Taking over 150 designers to bring the Montmartre club back to life, at the centre of the show is the club’s founder, Rodolphe Salis, a showman and provocateur who is tasked with putting on the performance of his life that will help to take cabaret around the world and send the club off in a blaze of Bohemian glory for one final night. The show features some of the UK’s top cabaret performers alongside mime, magic, comedy and music from a live orchestra that roams between the tables. To top it off, revellers can indulge in a three-course feast whipped up by chef Ashley Clarke inspired by the 19th century dishes served at the club.
4. Shiva Immersive

Open now until 22 March 2026
Location: Delhi, UK
Experience Sector: Immersive Entertainment
We love the sound of this pop-up immersive experience in Delhi that celebrates the symbolism and mythology of Indian deity Shiva. Blending spiritual and cultural narratives and sensory design, the projection-led experience is the brainchild of WXO members Samit Garg, Surbhi Garg, Ludovica Arci and E-Factor Experiences. Within the experience Shiva is treated not as a religious symbol, but as a universal energy that belongs to everyone. Cutting edge tech is used to make an ancient story memorable for a modern audience.
Using a blend of 360° projection, cinematic world-building, laser and light sculpture, wind, water, fire, temperature effects, spatial sound, original orchestral composition, and life-sized installations with kinetic movement, Shiva Immersive dissolves the boundary between the real and the imagined. Split into three zoned rooms, each chapter is designed like a living canvas where ancient legends unfold. The goal is to reconnect a new generation with the power of India’s stories of transformation, resilience, devotion and duality.
The journey starts in the Induction Zone, where fragments of the cosmic world of Shiva reveal themselves. In the Immersive Hall an uninterrupted narrative unfolds through 360° projection, spatial sound, laser lights and haze, dissolving the boundary between the real and the imagined. Every element in the space has been engineered to evoke feelings of awe, stillness and wonder. In the final zone guests are taken on a VR journey to Mount Kailash, Shiva’s spiritual home, which symbolises an emotional ascent that lingers long after you leave.
3. Blur

Open now until 29 March 2026
Location: Montreal, Canada
Experience Sector: Immersive Entertainment
Using mixed reality headsets, this moving 45-minute experience in Montreal asks whether science can mend a broken heart. Presented by PHI Studio and the Riverbed Theatre Company, the immersive experience weaves theatre, VR, and AR into a near-future world where cloning technology promises the impossible: to recover what we’ve lost. But at what cost? As the boundaries between the living and the reconstructed blur, the experience explores whether reclaiming the past is an act of love or a failure to let go. Blur pushes the boundaries of storytelling, providing a new paradigm for digital-led theatre experiences.
Set in a time when cloning has become reality, Blur obscures the boundaries between the real and virtual, fear and desire, fact and fiction, and invites attendees to confront their concerns about grief, identity, and science, and explore what they would do if they could cheat death.

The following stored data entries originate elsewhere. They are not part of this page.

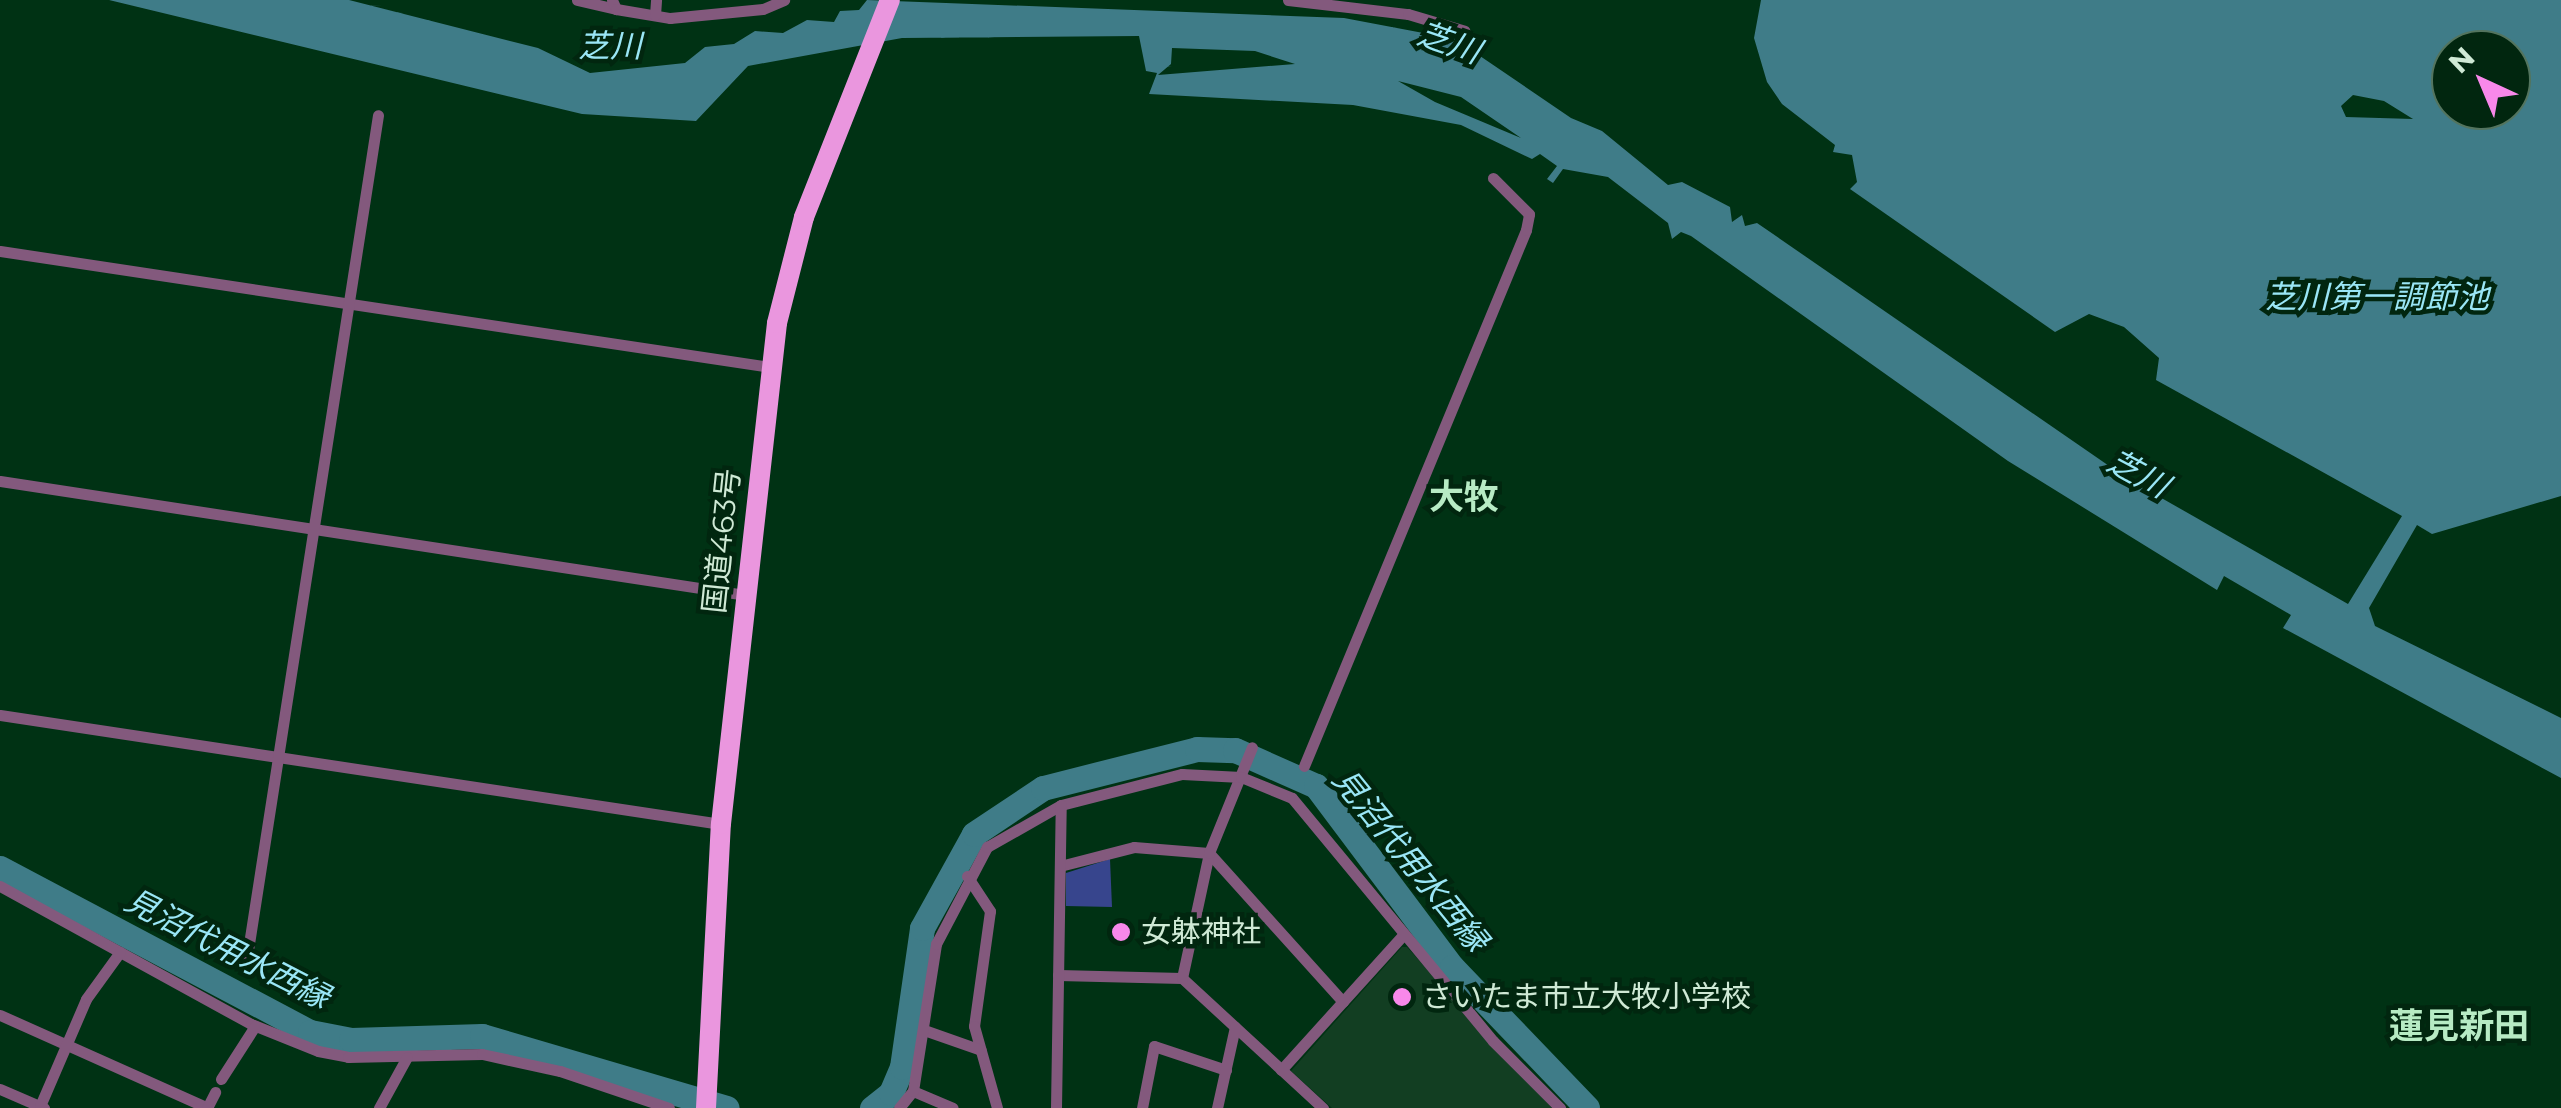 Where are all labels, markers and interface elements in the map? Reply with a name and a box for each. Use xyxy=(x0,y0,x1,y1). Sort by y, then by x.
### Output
water label: 芝川 xyxy=(1412,14,1486,72)
water label: 芝川 xyxy=(578,27,642,65)
north arrow xyxy=(2431,30,2531,130)
text: N xyxy=(2442,40,2481,80)
water label: 芝川第一調節池 xyxy=(2265,278,2489,316)
water label: 芝川 xyxy=(2101,442,2175,506)
street label: 国道463号 xyxy=(697,467,747,615)
district label: 大牧 xyxy=(1429,476,1499,518)
water label: 見沼代用水西縁 xyxy=(1325,761,1495,959)
water label: 見沼代用水西縁 xyxy=(118,881,336,1017)
place label: 女躰神社 xyxy=(1141,914,1261,950)
marker: 女躰神社 xyxy=(1110,921,1132,943)
place label: さいたま市立大牧小学校 xyxy=(1422,979,1752,1015)
marker: さいたま市立大牧小学校 xyxy=(1391,986,1413,1008)
district label: 蓮見新田 xyxy=(2389,1005,2529,1047) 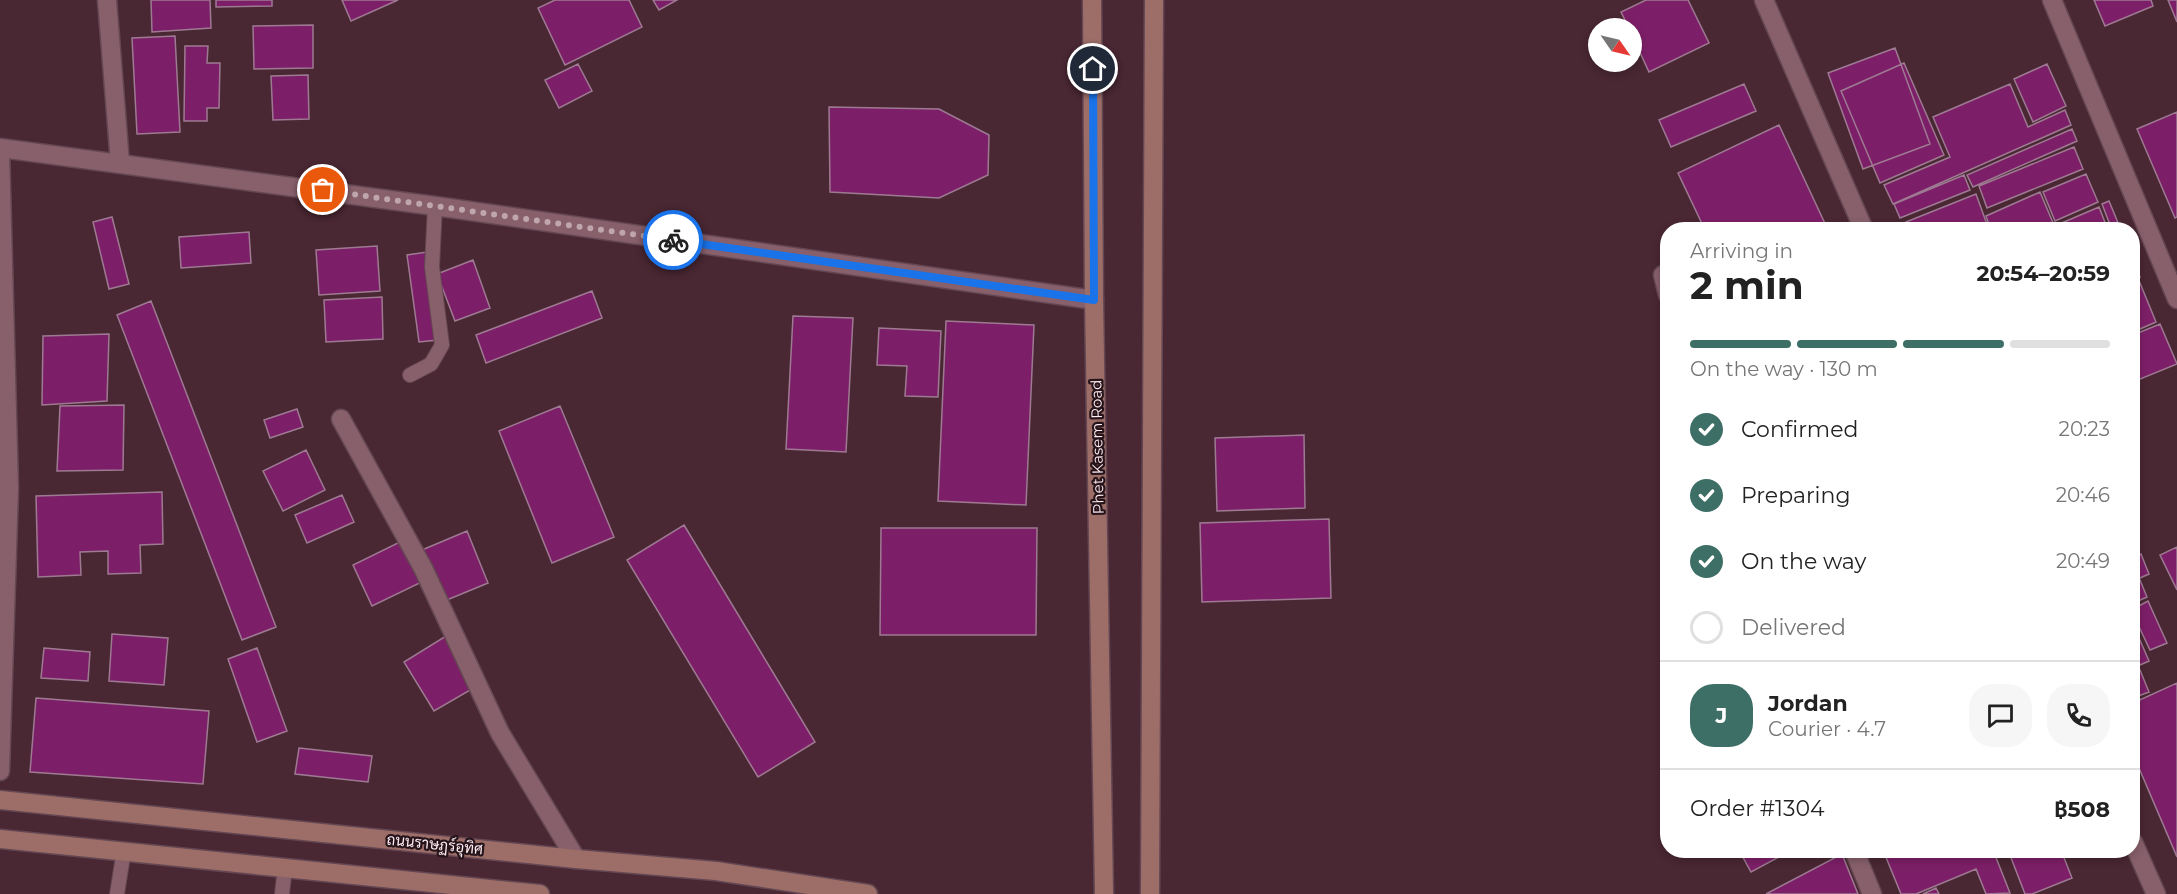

Through cutting-edge motion capture and augmented reality, the emotional gut punch of live performances weave into the experience, offering a haunting exploration of love, loss, and the dangerous implications of playing God, creating moments of surprise and emotional resonance. Blur is a bold invitation to rethink the future of narrative media.
2. Dataland

Opens: Spring 2026
Location: Los Angeles, US
Experience Sector: Immersive Art
The wait is nearly over as digital artist du jour Refik Anadol’s megaproject, Dataland, is set to open its doors this spring at The Grand LA, a Frank Gehry-designed cultural complex in downtown Los Angeles. As the world’s first Museum of AI Arts, it will function as a living space where the human imagination intersects with machine creativity, redefining artistic expression in the AI era. The museum will feature five galleries spanning 25,000 square feet, including an Infinity Room, a cube-shaped space with mirrored walls, ceiling, and floors that uses projectors to showcase pulsating black-and-white imagery, treating light as a medium.
Anadol’s Infinity Room has travelled to 35 cities and been seen by over 10 million people. The permanent Infinity Room in LA will showcase the technological and artistic progress made by Refik Anadol Studio since its debut over a decade ago. It will feature AI-generated scents created by the Large Nature Model and will be the first immersive environment to utilise World Models, an advanced generative AI that comprehends real-world physics and spatial dynamics. Dataland will launch its first artist residency programme this year, which will support artists working with AI to push the boundaries of human-machine collaboration.
1. London Experience Week

Opens: 20-24 April 2026
Location: London
Experience Sector: Experience Design
Dubbed ‘the Coachella of the experience world’, London Experience Week is back with a bang and the 2026 edition will be its biggest and boldest yet. Masterminded by theWXO, it’s where the future gets workshopped. Now in its fourth year, LXW is a must-attend fixture for experience professionals hoping to gain new skills and win new business. Taking place at the Ministry of Sound, the event will unite 750 creators, leaders, entrepreneurs and innovators from 40 countries to share, learn, and build the future of experiences, from immersive, location-based experiences to live events, experiential marketing, and tech innovation.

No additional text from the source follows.